Ciuman Pertama Aruna

IV-246. Sipir Penjara



IV-246. Sipir Penjara

0"Tidak …," dia menggelengkan kepala. Memungut baju lain yang berserakan termasuk handuk yang sempat ia tanggalkan, "tidur saja seperti itu, sampai aku datang ke kamar ini,"      

Aruna terdiam menatap punggung lelaki yang hendak meraih gagang pintu dan entah mengapa Hendra menghentikan langkahnya lalu berbalik.      

Menatap Aruna dengan lamat, "Apakah di dalam benak istriku ada hari yang dia inginkan untuk kelahiran baby?" Pertanyaan yang keluar dari bibir Mahendra bertolak belakang dengan kebiasaannya.      

Lelaki ini selalu memiliki kontrol terhadap segala sesuatu. Dia punya kebijakan sendiri dan seolah tidak membutuhkan konfirmasi orang lain bahkan istrinya, Aruna. Hendra selalu tahu apa yang dia mau dan apa yang benar versi dirinya.      

Perempuan bermata coklat itu memutar bola matanya, mencoba menemukan jawaban.      

"hari yang tidak berbenturan dengan hari bahagia kak Anantha," suaranya ringan dan pria yang menatapnya mengangguk ringan.      

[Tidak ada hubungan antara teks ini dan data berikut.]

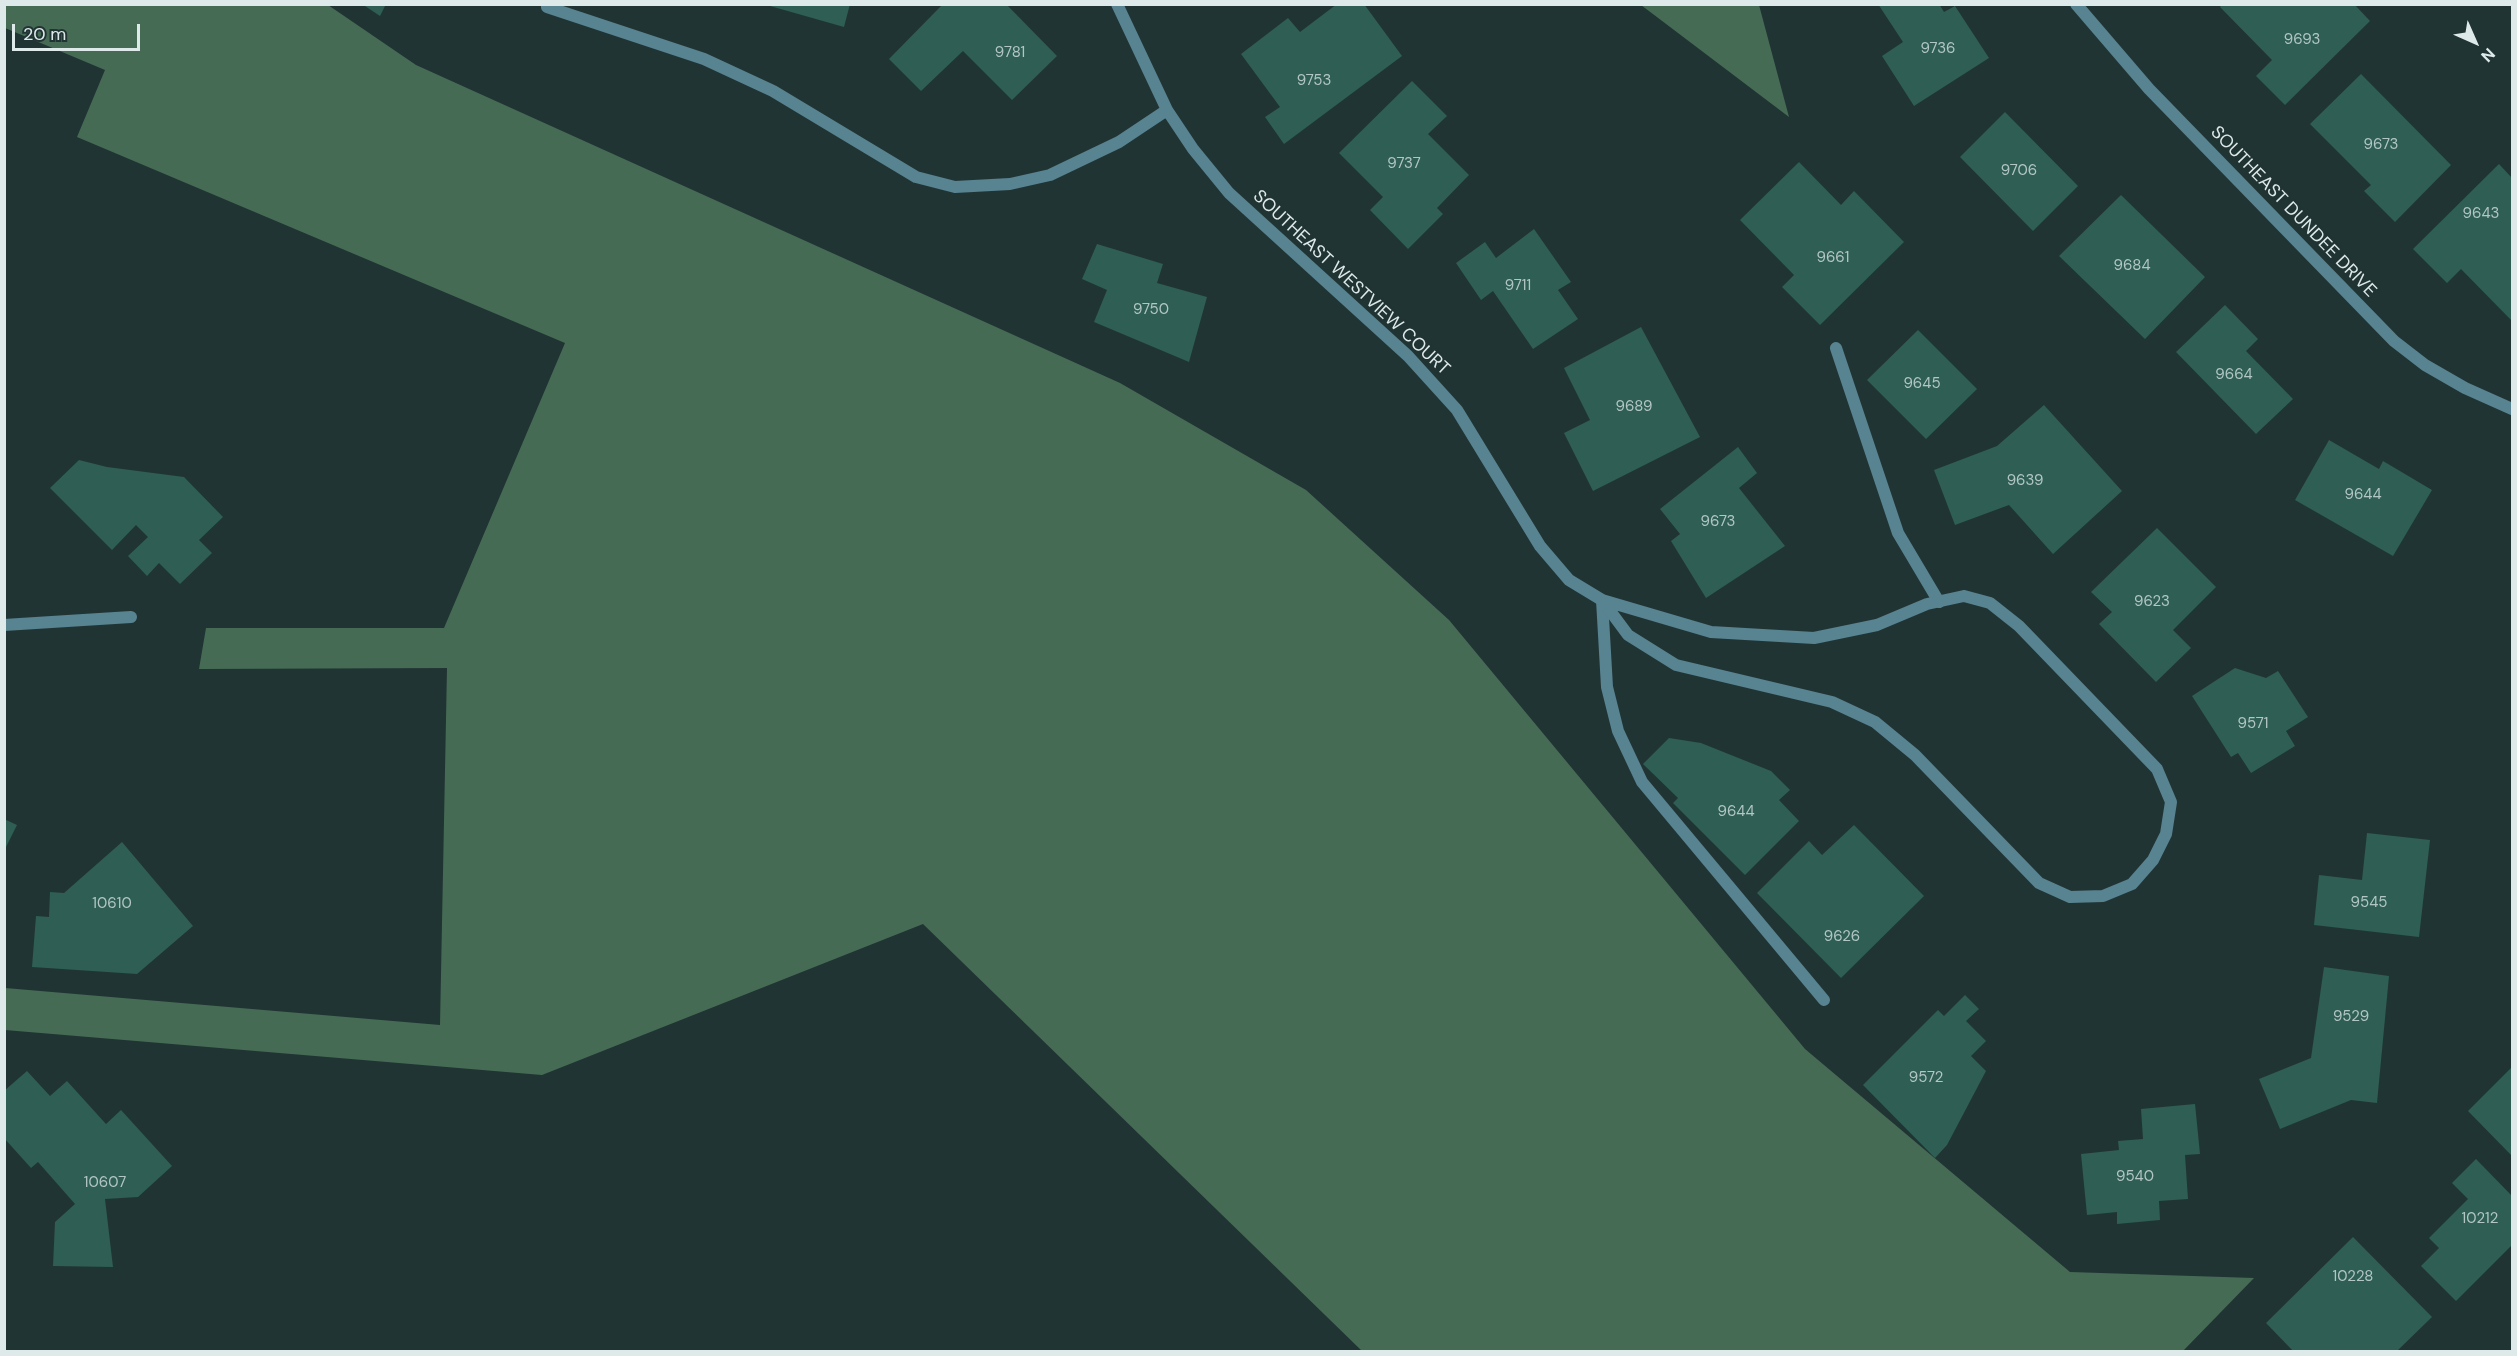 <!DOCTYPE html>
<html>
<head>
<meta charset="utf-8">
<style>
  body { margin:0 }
  #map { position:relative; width:2517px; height:1356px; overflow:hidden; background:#213434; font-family:"DM Sans",sans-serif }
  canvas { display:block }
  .frame { position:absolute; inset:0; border:6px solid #dee9ea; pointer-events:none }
  .north { position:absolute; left:2445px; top:12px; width:60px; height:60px; -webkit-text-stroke:4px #213434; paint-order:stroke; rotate:135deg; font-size:16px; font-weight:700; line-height:24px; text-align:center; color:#dee9ea }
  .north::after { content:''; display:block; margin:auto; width:21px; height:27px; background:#dee9ea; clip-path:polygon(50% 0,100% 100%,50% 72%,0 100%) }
  .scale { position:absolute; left:12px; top:24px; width:128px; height:27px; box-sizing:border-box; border:3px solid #dee9ea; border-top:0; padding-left:8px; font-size:18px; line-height:21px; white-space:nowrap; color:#dee9ea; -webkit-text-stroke:4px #213434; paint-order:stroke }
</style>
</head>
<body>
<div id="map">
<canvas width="2517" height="1356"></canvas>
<div class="frame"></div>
<div class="north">N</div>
<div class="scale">20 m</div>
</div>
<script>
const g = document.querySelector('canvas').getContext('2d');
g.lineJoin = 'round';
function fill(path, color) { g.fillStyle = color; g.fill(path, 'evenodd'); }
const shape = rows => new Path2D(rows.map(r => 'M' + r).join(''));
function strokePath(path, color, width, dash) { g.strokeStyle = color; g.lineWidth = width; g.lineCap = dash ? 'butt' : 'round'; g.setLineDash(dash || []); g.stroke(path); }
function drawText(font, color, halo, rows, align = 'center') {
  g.font = font + ' "DM Sans",sans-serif'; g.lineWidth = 4.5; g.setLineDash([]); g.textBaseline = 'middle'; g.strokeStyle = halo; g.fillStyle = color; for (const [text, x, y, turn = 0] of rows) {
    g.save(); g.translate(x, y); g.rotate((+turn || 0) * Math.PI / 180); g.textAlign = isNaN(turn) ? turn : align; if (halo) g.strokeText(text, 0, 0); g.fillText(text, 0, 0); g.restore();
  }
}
const forest = shape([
  [5,4,328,5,416,65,1120,383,1306,490,1449,620,1805,1049,2070,1272,2254,1278,2183,1351,1362,1351,923,924,542,1075,5,1030,5,988,440,1025,447,668,199,669,206,628,444,628,565,343,77,137,105,70,5,28],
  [1641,5,1759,5,1789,117]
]);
const building = shape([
  [362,4,386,4,380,16],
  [763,4,850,4,844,27],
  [943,4,1006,4,1057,56,1012,100,963,51,921,91,889,59],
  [1337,4,1364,4,1402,56,1284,144,1265,117,1280,107,1241,54,1288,18,1300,32],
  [1878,4,1939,4,1944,12,1955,6,1989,58,1914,106,1882,56,1903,42],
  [2222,4,2354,4,2370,21,2285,105,2256,76,2272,60,2220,7],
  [2361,74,2451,165,2395,222,2364,191,2371,185,2310,124],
  [1412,81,1447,116,1428,134,1469,175,1437,208,1443,214,1408,249,1370,210,1383,197,1339,153],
  [2005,112,2078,186,2033,231,1960,157],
  [1799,162,1841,205,1854,191,1904,242,1820,325,1782,287,1794,275,1740,220],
  [2499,164,2512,178,2512,321,2461,269,2447,283,2413,249],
  [2121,195,2205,277,2145,339,2059,256],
  [1534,229,1571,282,1558,290,1578,319,1533,349,1493,291,1481,300,1456,263,1485,242,1496,258],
  [1097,244,1163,264,1157,283,1207,297,1189,362,1094,322,1107,290,1082,279],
  [2225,305,2258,339,2246,351,2293,399,2256,434,2176,352],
  [1641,327,1700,437,1593,491,1564,433,1590,420,1564,368],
  [1918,330,1977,389,1926,439,1867,380],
  [2044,405,2122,491,2053,554,2009,505,1955,525,1934,470,1997,446],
  [2329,440,2379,469,2383,461,2432,490,2393,556,2295,500],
  [1738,447,1757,473,1739,488,1785,546,1706,598,1671,541,1680,534,1660,509],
  [79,460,107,467,184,477,223,517,199,540,212,553,180,584,159,563,147,576,128,556,148,537,136,525,112,550,50,488],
  [2157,528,2216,587,2173,630,2191,648,2156,682,2099,624,2112,612,2091,592],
  [2235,668,2266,678,2278,671,2308,717,2286,731,2295,746,2251,773,2238,753,2231,757,2192,696],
  [1669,738,1701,743,1771,771,1790,790,1779,800,1799,821,1745,875,1673,803,1678,798,1643,764],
  [4,819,17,825,4,851],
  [1854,825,1924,896,1841,978,1757,893,1809,841,1822,855],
  [2367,833,2430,840,2419,937,2314,925,2319,875,2362,880],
  [122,842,193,926,137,974,32,967,36,916,49,917,50,892,64,893],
  [2324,967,2389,976,2377,1103,2351,1100,2280,1129,2259,1079,2311,1058],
  [1965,995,1979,1009,1966,1021,1986,1041,1971,1056,1986,1071,1947,1145,1935,1158,1863,1085,1938,1010,1944,1016],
  [2512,1067,2512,1156,2468,1111],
  [27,1071,50,1096,67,1081,106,1124,121,1110,172,1166,138,1197,105,1199,113,1267,53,1266,55,1222,75,1204,38,1162,31,1168,4,1138,4,1091],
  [2195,1104,2200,1154,2185,1155,2188,1199,2159,1201,2160,1220,2117,1224,2117,1212,2087,1215,2081,1154,2119,1150,2118,1141,2143,1139,2141,1109],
  [2476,1159,2512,1196,2512,1245,2456,1301,2421,1266,2439,1248,2429,1238,2468,1199,2452,1183],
  [2353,1237,2432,1317,2396,1352,2294,1352,2266,1323]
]);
const lane = shape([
  [1836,348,1898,533,1939,602],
  [1602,600,1607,687,1618,731,1642,782,1824,1000],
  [4,625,131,617]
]);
const street = shape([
  [1117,4,1167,110,1193,149,1229,193,1408,356,1457,410,1540,546,1569,580,1602,600],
  [2076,4,2149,89,2394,341,2425,365,2465,388,2512,409],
  [547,7,704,59,773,91,916,177,955,187,1010,184,1050,175,1119,142,1167,110],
  [1964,596,1990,603,2019,626,2157,769,2171,802,2166,834,2153,860,2132,884,2103,896,2070,897,2039,883,1915,755,1875,722,1832,702,1676,665,1628,635,1602,600,1711,632,1814,638,1877,625,1927,604,1964,596]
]);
const numberNames = [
  ["9693",2302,40],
  ["9736",1938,49],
  ["9781",1010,53],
  ["9753",1314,81],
  ["9673",2381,145],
  ["9737",1404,164],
  ["9706",2019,171],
  ["9643",2481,214],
  ["9661",1833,258],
  ["9684",2132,266],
  ["9711",1518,286],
  ["9750",1151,310],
  ["9664",2234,375],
  ["9645",1922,384],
  ["9689",1634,407],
  ["9639",2025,481],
  ["9644",2363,495],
  ["9673",1718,522],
  ["9623",2152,602],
  ["9571",2253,724],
  ["9644",1736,812],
  ["9545",2369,903],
  ["10610",112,904],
  ["9626",1842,937],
  ["9529",2351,1017],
  ["9572",1926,1078],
  ["9540",2135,1177],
  ["10607",105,1183],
  ["10212",2480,1219],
  ["10228",2353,1277]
];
const streetNames = [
  ["SOUTHEAST DUNDEE DRIVE",2293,212,46],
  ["SOUTHEAST WESTVIEW COURT",1351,283,43]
];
fill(forest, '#466b55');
fill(building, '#2e5e54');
strokePath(lane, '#588391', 12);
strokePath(street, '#588391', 12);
drawText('15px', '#b2c6c4', null, numberNames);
drawText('18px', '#dee9ea', '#213434', streetNames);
</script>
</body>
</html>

"walaupun kemungkinan besar aku mustahil datang di pernikahan kakak," telapak tangannya bergerak membelai perutnya yang tersembunyi di balik selimut, "aku ingin menunjukkan dukunganku, aku tahu dia-" matanya fokus pada perutnya, tak menyadari lelakinya mendekat dengan gerakan gesit sampai kedatangannya menghentikan kalimat Aruna.      

Aruna tertegun terlebih Hendra datang meraup wajahnya dan mengecup bibirnya.      

Hendra tersenyum, matanya yang menyipit begitu dekat dengan mata Aruna. Wajah mereka sangat dekat. Terlalu dekat hingga nafas pria tersebut terasa hangat.      

"Itu yang aku benci darimu," ungkap lelaki bermata biru, "anehnya dalam kebencian itu ada rasa bangga," kalimat tanpa penjelasan, tidak dapat dimengerti sang perempuan. Mereka saling bertatapan sesaat, tapi Hendra hanya tersenyum sekilas sebelum memutuskan berjalan menuju pintu keluar.      

Dimana Aruna konsisten mengamatinya, menatap punggung pria yang perlahan menghilang di balik pintu sebelum kembali merebahkan diri. Dia lelah hari ini.      

***     

"Ayah menunggumu," Hendra terenyak, sebuah suara hadir bersama caranya menutup pintu kamar.      

Anantha sudah ada di sana. Saat lelaki bermata biru ini memutar tubuhnya, kakak istrinya berdiri tegap sendirian. Tampaknya dia menunggu sejak tadi.      

"Aruna, apa dia sudah tidur?" tanya si sulung sekali lagi.     

Hendra mengangguk memberi jawaban.      

"aku akan mengubah tanggal pernikahan jika Aruna menginginkannya,"      

Ada tawa kecil yang tertangkap di bibir Mahendra. Lalu pria itu menggeleng.      

"Apa kamu tak mengenal adikmu?" Hendra berbalik bertanya.      

"Dia mengalah," sempat tertahan sejenak untuk menangkap ekspresi Hendra, "lagi?" lalu pria ini bisa membaca pesan yang tersirat di balik raut wajah lelaki bermata biru.      

"apa yang tidak untuk keluarganya," ucap Mahendra pasrah.      

"Tapi nenekmu?" Anantha menatap seorang perempuan di tengah-tengah ruangan yang sedang mereka tuju.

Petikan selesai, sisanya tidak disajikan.